Voilà des infos sur le groupe :
Spooks, le nom du groupe américain créé en 1994, fournit un indice sur la démarche des quatre rappeurs (Booka-T, Water Water, Hypno et J.D.) et de la chanteuse (Ming-Xia). Selon les contextes, on peut traduire le mot " spook " par fantôme, revenant ou espion. Ces cinq lecteurs assidus de polars et de fiction cultivent le mystère. L’appellation du posse leur a été inspirée par le roman (de Sam Greenlee) adapté en 1973 pour le grand écran, The Spook Who Sat By The Door (L’espion derrière la porte). " Nous nous positionnons comme des agents secrets, influencés aussi bien par Che Guevara que par Gandhi ", a déclaré Hypno, l’un des rappeurs, dans le mensuel l’Affiche de décembre.
Cette mise en scène aurait pu avoir quelque chose de vain. Mais les Spooks développent une démarche mûrement pensée. Ils ont gagné leurs grades dans l’underground et incarnent un hip-hop culturel, conscient. Rien à voir avec ceux des rappeurs qui mettent en avant leur ville ou leur quartier. Les Spooks refusent l’ethnicisation du hip-hop. Si l’on sait qu’ils viennent de différents coins de l’Est des États-Unis, ils gardent secret la région d’origine de chacun. Même volonté d’ouverture sur le plan musical. " Nous considérons nos vécus et nos goûts différents comme une source de richesse, explique la chanteuse Ming-Xia. Nous écoutons toutes sortes de styles, des Nubians à Björk, James Brown, Radiohead... Le hip-hop n’est pas un bloc monolithique et figé, mais une attitude par rapport à la vie et à l’art, une force en mouvement. "

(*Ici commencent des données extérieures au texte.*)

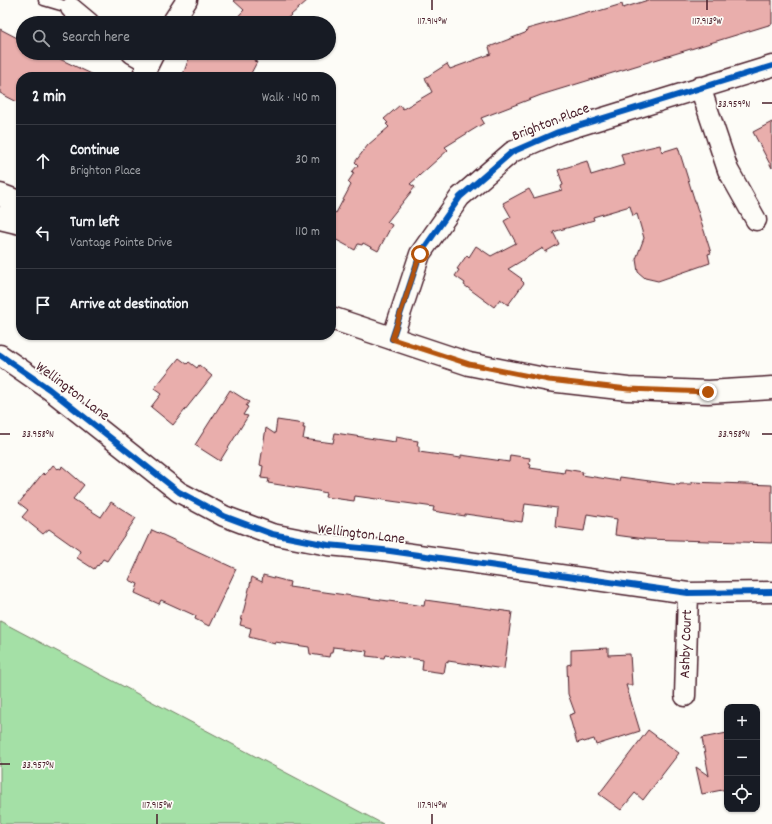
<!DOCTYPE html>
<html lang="en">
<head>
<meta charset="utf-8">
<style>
	body { margin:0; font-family:Dekko,sans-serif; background:#242831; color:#f1f3f6 }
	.controls { position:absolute; right:12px; bottom:12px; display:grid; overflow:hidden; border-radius:8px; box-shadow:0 1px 3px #0004 }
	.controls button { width:36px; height:36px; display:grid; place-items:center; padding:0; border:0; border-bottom:1px solid #363941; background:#171b24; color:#f1f3f6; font:20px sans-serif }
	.stop { position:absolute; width:12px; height:12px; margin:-9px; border:3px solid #b45309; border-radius:50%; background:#fff }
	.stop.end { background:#b45309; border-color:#fff; box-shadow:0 1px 4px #0008 }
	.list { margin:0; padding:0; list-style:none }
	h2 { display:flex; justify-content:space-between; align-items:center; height:52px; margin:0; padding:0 16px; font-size:17px }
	h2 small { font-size:13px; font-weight:400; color:#9ea1a6 }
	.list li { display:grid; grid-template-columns:26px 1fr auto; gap:12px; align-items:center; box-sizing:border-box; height:72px; padding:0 16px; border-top:1px solid #363941 }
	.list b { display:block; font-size:15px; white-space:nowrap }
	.list p { margin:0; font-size:13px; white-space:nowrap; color:#9ea1a6 }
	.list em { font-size:13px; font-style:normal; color:#9ea1a6 }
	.icon { flex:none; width:22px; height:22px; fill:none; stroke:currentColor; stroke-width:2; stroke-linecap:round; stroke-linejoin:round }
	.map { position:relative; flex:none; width:772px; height:824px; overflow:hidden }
	.search { position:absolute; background:#171b24; box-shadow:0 1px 3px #0004; left:16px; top:16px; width:320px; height:44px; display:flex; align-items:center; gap:10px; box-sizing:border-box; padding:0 14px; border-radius:22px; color:#9ea1a6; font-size:15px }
	.panel { position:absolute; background:#171b24; box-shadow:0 1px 3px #0004; left:16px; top:72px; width:320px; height:268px; border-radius:16px }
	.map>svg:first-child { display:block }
</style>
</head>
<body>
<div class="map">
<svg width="772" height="824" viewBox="0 0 772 824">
	<rect width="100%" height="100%" fill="#fdfcf7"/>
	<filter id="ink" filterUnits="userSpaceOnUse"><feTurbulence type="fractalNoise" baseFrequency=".025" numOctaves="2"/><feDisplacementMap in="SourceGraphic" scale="8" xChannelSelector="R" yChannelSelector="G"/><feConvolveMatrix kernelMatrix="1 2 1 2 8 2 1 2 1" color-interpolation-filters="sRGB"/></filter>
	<g filter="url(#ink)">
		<path fill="#a4e0a6" stroke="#778068" d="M0,621l383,203h-383z"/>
		<path fill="#e9aeac" stroke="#4a1f2b" d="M233,0h75l-26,23h-50l12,-13z
			M648,0h124v24l-231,71 -60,23 3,5 -39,24 3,3 -38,34 5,3 -28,35 5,3 -14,26 -15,-8 -1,2 -4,-1 -3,6 -24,-13v-27l5,3 15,-28 -3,-3 6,-9 -2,-1 6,-7 -3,-3 13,-17 21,-18 -3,-3 2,-1 -4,-4 16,-14 3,4 29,-17 -7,-14 22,-14 3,5 41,-15 -2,-7 36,-14 2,-2v-2l64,-18 1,2 30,-9 1,4z
			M0,29l23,12v12h24l51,24h-77v27l-21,-11z
			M191,53h67l-4,8 3,1 -8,15h-67z
			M772,122v46l-19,-36z
			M660,145l2,7 16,-5 33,106 -3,1 2,9 -52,18 -13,-3 -7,-6 -2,-13 8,-21 -7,-24 -4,2 -3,-10 -37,11 1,3 -41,12 6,12 -14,8 -2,-4 -35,21 14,10 -1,1 3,3 -16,22 -8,-6 -6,8 -30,-22 1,-2 -10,-7 4,-6 -2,-1 10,-14 2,2 7,-11 15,10 25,-13 -12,-22 7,-4 -8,-14 26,-14 5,9 28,-8 -1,-4 2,-1 -5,-15 29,-9 4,14 33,-10 -3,-11z
			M179,358l8,6 2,-2 8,6 2,-3 13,11 -39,49 -22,-18 10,-13 -7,-5z
			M230,390l19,12 -3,4 2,1 -5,8 5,1 -28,45 -25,-16z
			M277,420l27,4 -1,4h2l-2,11 30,4 2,-10 60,9 1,-5 22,4 -1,5h2v6l42,6v-3l48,7 1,-7 20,3 -1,6 2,1 -1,3 34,5 1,-4 18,3 -1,3 37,6 1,-4 59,8 1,-1h12v-2l80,3v58l-127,-4 -30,-4 2,-16 -30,-5 -3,17 -29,-4 2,-19 -32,-4 -3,18 -57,-8v2l-32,-5 1,-4 -79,-11 -1,5 -29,-4 1,-4 -8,-2 -50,-8 1,-4 -8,-1 2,-12 -3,-1 6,-37 9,6z
			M53,465l5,4 1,-1 2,1 1,-3 22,19 -11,14 28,18 10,-15 25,16 -29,43 -4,-2 -5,7 -1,-1 -3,4 -17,-11 3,-7 -31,-22 -6,5 -21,-17 6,-7 -9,-7 24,-30 2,2z
			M152,530l84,39 -27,57 -14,-7 1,-3 -35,-16 -2,4 -24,-11 3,-9 -9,-4z
			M263,575l27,7 -1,5 135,19 1,-6 87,12 -8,57 -56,-8v2l-2,-1 -2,11 -22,-3 1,-10 -38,-5 -1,3 -18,-2 1,-5 -34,-4 -1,6h-2l-1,4 -19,-3 -1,-7 -34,-5v2l-26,-7 2,-9 -11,-3 12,-48 10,5z
			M608,648v7l22,-1 2,31h-6l14,46 -44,14 -2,-6 -10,3 -1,-1 -6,2 -8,-28 6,-2 -7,-19 -1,-29 4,-1v-14z
			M648,730l31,23 -36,47 -8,-7 -14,17 -22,-16z
			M727,733v56l-25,5 -6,-27 13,9 -7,-38z"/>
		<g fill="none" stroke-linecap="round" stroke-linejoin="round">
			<g stroke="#4a1f2b" stroke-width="13">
				<path id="service" d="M44,0l27,8"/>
			</g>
			<g stroke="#4a1f2b" stroke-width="23">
				<path id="minor" d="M71,8l18,15
					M172,23l15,-23
					M132,53l16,9
					M142,77l12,-24
					M700,87l28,83 28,50
					M392,339l28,-85 40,-57 52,-45 46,-20 214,-66
					M0,355l49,34 130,103 45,24 48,18 56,11 55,5 305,43 84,-1
					M685,696l3,-103"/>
			</g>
			<g stroke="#4a1f2b" stroke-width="25">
				<path id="tertiary" d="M0,195l21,8
					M0,218l21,5
					M331,318l138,46 80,16 79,9 80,3 64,-4"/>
			</g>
			<use href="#service" stroke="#fdfcf7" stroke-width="10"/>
			<use href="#minor" stroke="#fdfcf7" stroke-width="20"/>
			<use href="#tertiary" stroke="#fdfcf7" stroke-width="22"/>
			<g stroke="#fdfcf7" stroke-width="8">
				<path id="cycleway" d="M392,339l28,-85 40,-57 52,-45 46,-20 214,-66
					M0,355l49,34 130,103 45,24 48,18 56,11 55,5 305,43 84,-1"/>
			</g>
			<use href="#cycleway" stroke="#0057b8" stroke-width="6"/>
		</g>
	</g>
	<g fill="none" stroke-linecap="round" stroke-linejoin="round" filter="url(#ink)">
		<path stroke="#b45309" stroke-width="5" d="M420,254l-28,85 77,25 80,16 79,9 80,3"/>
	</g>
	<path fill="none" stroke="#4a1f2b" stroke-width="1.5" d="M432,0v10M707,0v10M762,103h10M0,434h10M762,434h10M0,764h10M157,814v10M432,814v10"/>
	<g text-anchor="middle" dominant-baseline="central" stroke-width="3.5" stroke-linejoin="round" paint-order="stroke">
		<g font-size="15" fill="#4a1f2b" stroke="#fdfcf7">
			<text transform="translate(551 123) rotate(-21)">Brighton Place</text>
			<text transform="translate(72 392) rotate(37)">Wellington Lane</text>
			<text transform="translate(361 535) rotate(7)">Wellington Lane</text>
			<text transform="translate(687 644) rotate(-88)">Ashby Court</text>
		</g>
	</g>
	<g font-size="10" text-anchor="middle" fill="#4a1f2b" stroke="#fdfcf7" stroke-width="3.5" stroke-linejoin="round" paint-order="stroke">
		<text x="432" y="24">117.914°W</text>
		<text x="707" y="24">117.913°W</text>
		<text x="734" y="107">33.959°N</text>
		<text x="38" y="437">33.958°N</text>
		<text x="734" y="437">33.958°N</text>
		<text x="38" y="768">33.957°N</text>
		<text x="157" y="808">117.915°W</text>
		<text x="432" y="808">117.914°W</text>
	</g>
</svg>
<div class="controls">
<button>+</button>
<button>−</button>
<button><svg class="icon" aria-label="locate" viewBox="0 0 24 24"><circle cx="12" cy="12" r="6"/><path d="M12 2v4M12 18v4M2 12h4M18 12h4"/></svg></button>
</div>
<div class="stop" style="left:420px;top:254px"></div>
<div class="stop end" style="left:708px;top:392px"></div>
<div class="search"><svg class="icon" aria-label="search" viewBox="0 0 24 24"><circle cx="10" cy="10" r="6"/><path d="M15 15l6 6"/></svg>Search here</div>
<section class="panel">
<h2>2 min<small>Walk · 140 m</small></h2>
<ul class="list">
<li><svg class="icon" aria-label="ahead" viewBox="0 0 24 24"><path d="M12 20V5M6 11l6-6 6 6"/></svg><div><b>Continue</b><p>Brighton Place</p></div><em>30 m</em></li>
<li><svg class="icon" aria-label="left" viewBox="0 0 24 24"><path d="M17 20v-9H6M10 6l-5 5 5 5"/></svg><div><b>Turn left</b><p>Vantage Pointe Drive</p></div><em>110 m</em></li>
<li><svg class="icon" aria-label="arrive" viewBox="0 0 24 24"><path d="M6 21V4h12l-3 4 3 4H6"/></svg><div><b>Arrive at destination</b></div></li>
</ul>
</section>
</div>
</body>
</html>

La remarquable vocaliste s’exprime dans un très bon français, qu’elle a appris lors de séjours avec ses parents sur le sol de l’Hexagone. Comme elle, ses camarades s’intéressent au rap made in France. Lors de leur passage à Paris, l’an dernier, ils ont kiffé l’humoristique " J’pète les plombs " du tchatcheur franco-africain Disiz la Peste. Quelques semaines plus tard, ils ont participé au grand show au Zénith, organisé par IV My People, label indépendant impulsé par Kool Shen (de NTM). Les Spooks, qui ont du flair, savent, du moins à ce stade de leur succès, choisir des alliés de qualité.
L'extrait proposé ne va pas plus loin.